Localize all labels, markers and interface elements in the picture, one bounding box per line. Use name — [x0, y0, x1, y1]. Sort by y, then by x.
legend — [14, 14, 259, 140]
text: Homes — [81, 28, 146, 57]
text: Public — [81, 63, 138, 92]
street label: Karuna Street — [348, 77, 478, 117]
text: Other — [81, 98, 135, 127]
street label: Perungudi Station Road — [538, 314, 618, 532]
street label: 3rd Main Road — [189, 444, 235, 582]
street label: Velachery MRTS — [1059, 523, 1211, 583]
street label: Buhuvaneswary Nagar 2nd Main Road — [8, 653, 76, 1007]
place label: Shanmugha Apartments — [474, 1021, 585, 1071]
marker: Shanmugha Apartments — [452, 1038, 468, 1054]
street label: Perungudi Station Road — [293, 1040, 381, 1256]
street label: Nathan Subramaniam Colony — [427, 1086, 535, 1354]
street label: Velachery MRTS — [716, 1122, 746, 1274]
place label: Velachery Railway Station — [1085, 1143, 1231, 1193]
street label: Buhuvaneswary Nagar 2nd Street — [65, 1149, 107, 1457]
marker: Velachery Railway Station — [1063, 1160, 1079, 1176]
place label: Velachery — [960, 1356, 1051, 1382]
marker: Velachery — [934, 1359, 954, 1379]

◆ **What to produce**
Transcribe each record exactly as it is written above.

◆ **Task output**
Localize all labels, markers and interface elements in the picture, one bounding box per line. Use name — [x0, y0, x1, y1]. Sort by y, then by x.
legend — [14, 14, 259, 140]
text: Homes — [81, 28, 146, 57]
text: Public — [81, 63, 138, 92]
street label: Karuna Street — [348, 77, 478, 117]
text: Other — [81, 98, 135, 127]
street label: Perungudi Station Road — [538, 314, 618, 532]
street label: 3rd Main Road — [189, 444, 235, 582]
street label: Velachery MRTS — [1059, 523, 1211, 583]
street label: Buhuvaneswary Nagar 2nd Main Road — [8, 653, 76, 1007]
place label: Shanmugha Apartments — [474, 1021, 585, 1071]
marker: Shanmugha Apartments — [452, 1038, 468, 1054]
street label: Perungudi Station Road — [293, 1040, 381, 1256]
street label: Nathan Subramaniam Colony — [427, 1086, 535, 1354]
street label: Velachery MRTS — [716, 1122, 746, 1274]
place label: Velachery Railway Station — [1085, 1143, 1231, 1193]
street label: Buhuvaneswary Nagar 2nd Street — [65, 1149, 107, 1457]
marker: Velachery Railway Station — [1063, 1160, 1079, 1176]
place label: Velachery — [960, 1356, 1051, 1382]
marker: Velachery — [934, 1359, 954, 1379]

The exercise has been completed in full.